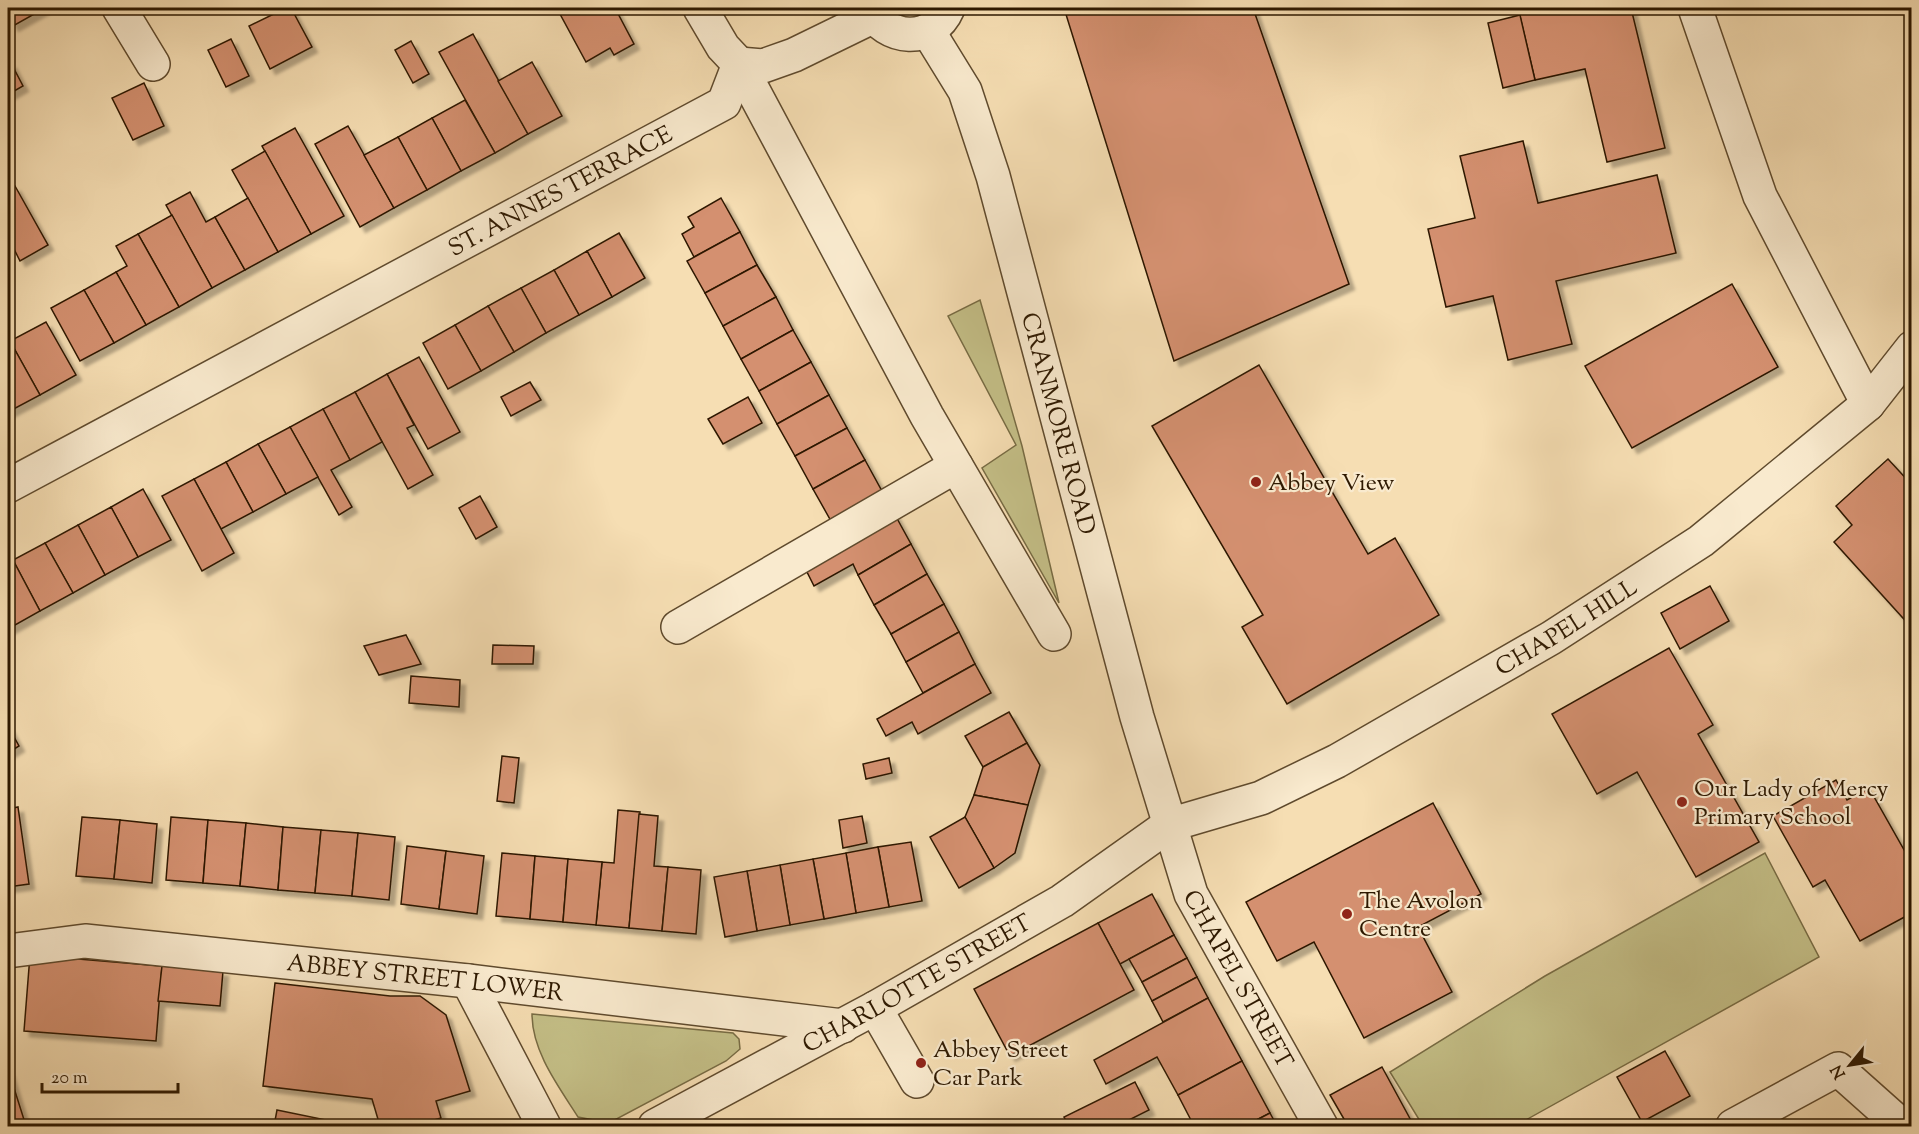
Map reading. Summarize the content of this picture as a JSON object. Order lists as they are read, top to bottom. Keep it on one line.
{"streets":{"street":["ST. ANNES TERRACE","CRANMORE ROAD","CHAPEL HILL","ABBEY STREET LOWER","CHAPEL STREET","CHARLOTTE STREET"]},"crossings":[["CRANMORE ROAD","CHAPEL HILL"],["CRANMORE ROAD","CHAPEL STREET"],["CRANMORE ROAD","CHARLOTTE STREET"],["CHAPEL HILL","CHAPEL STREET"],["CHAPEL HILL","CHARLOTTE STREET"],["ABBEY STREET LOWER","CHARLOTTE STREET"],["CHAPEL STREET","CHARLOTTE STREET"]],"places":["Abbey View","Our Lady of Mercy Primary School","The Avolon Centre","Abbey Street Car Park"],"scale_bar":"20 m","north":"bottom left"}
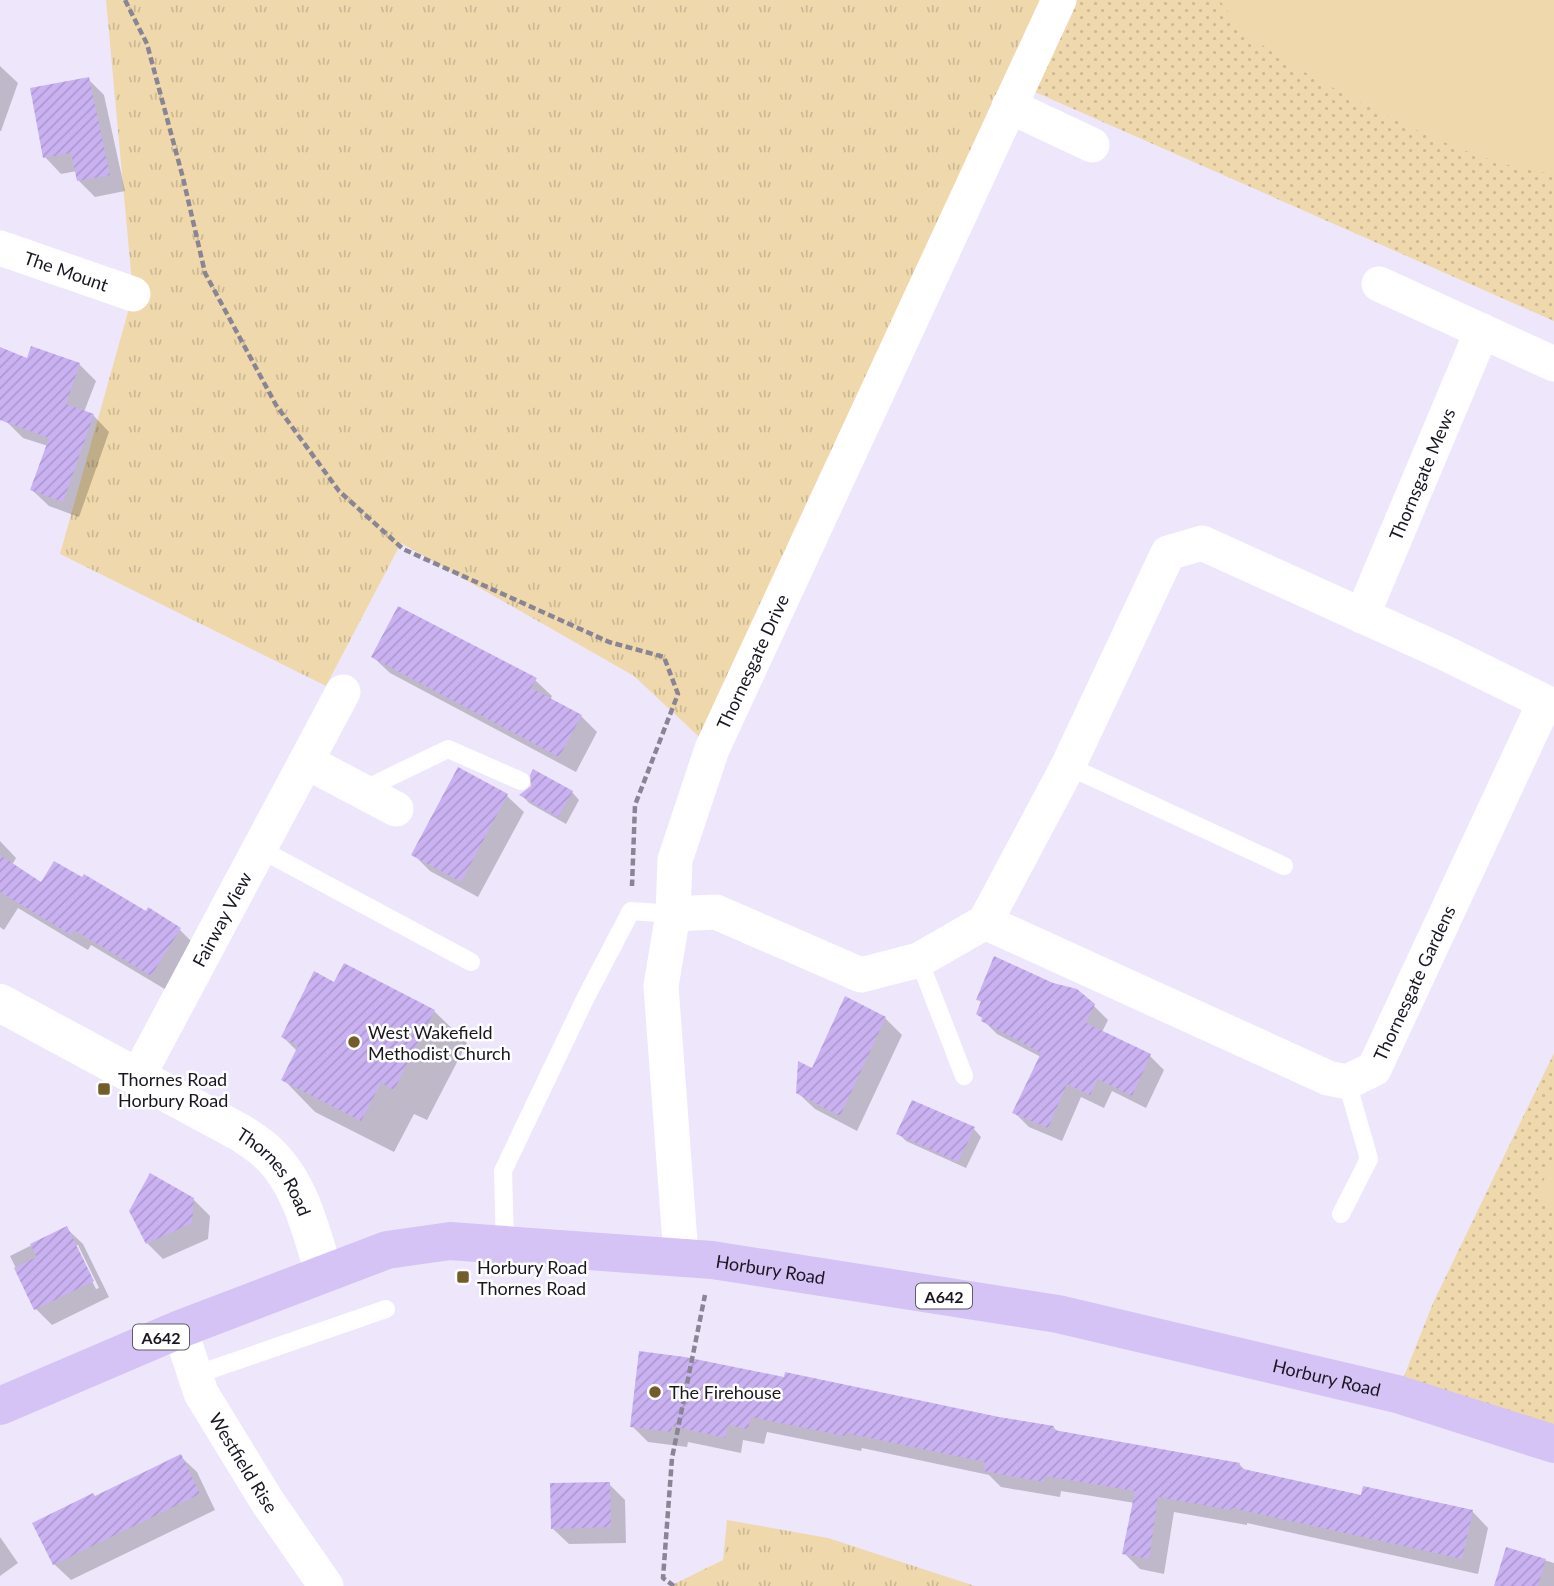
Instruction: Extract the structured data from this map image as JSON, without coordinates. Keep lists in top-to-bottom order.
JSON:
{
  "streets": {
    "highway": ["Horbury Road", "A642"],
    "street": [
      "The Mount",
      "Thornsgate Mews",
      "Thornesgate Drive",
      "Fairway View",
      "Thornesgate Gardens",
      "Thornes Road",
      "Westfield Rise"
    ]
  },
  "crossings": [
    ["Thornsgate Mews", "Thornesgate Gardens"],
    ["Thornesgate Drive", "Horbury Road"],
    ["Fairway View", "Thornes Road"],
    ["Thornes Road", "Horbury Road"],
    ["Horbury Road", "Westfield Rise"]
  ],
  "places": {
    "other": ["West Wakefield Methodist Church", "The Firehouse"],
    "transit": ["Thornes Road Horbury Road", "Horbury Road Thornes Road"]
  }
}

____________________

What to do
Please reproduce each entry exactly as given and omit the pictures.

Answer for the task
Map reading. Summarize the content of this picture as a JSON object. Order lists as they are read, top to bottom. Keep it on one line.
{"streets":{"street":["ST. ANNES TERRACE","CRANMORE ROAD","CHAPEL HILL","ABBEY STREET LOWER","CHAPEL STREET","CHARLOTTE STREET"]},"crossings":[["CRANMORE ROAD","CHAPEL HILL"],["CRANMORE ROAD","CHAPEL STREET"],["CRANMORE ROAD","CHARLOTTE STREET"],["CHAPEL HILL","CHAPEL STREET"],["CHAPEL HILL","CHARLOTTE STREET"],["ABBEY STREET LOWER","CHARLOTTE STREET"],["CHAPEL STREET","CHARLOTTE STREET"]],"places":["Abbey View","Our Lady of Mercy Primary School","The Avolon Centre","Abbey Street Car Park"],"scale_bar":"20 m","north":"bottom left"}
Instruction: Extract the structured data from this map image as JSON, without coordinates. Keep lists in top-to-bottom order.
JSON:
{
  "streets": {
    "highway": ["Horbury Road", "A642"],
    "street": [
      "The Mount",
      "Thornsgate Mews",
      "Thornesgate Drive",
      "Fairway View",
      "Thornesgate Gardens",
      "Thornes Road",
      "Westfield Rise"
    ]
  },
  "crossings": [
    ["Thornsgate Mews", "Thornesgate Gardens"],
    ["Thornesgate Drive", "Horbury Road"],
    ["Fairway View", "Thornes Road"],
    ["Thornes Road", "Horbury Road"],
    ["Horbury Road", "Westfield Rise"]
  ],
  "places": {
    "other": ["West Wakefield Methodist Church", "The Firehouse"],
    "transit": ["Thornes Road Horbury Road", "Horbury Road Thornes Road"]
  }
}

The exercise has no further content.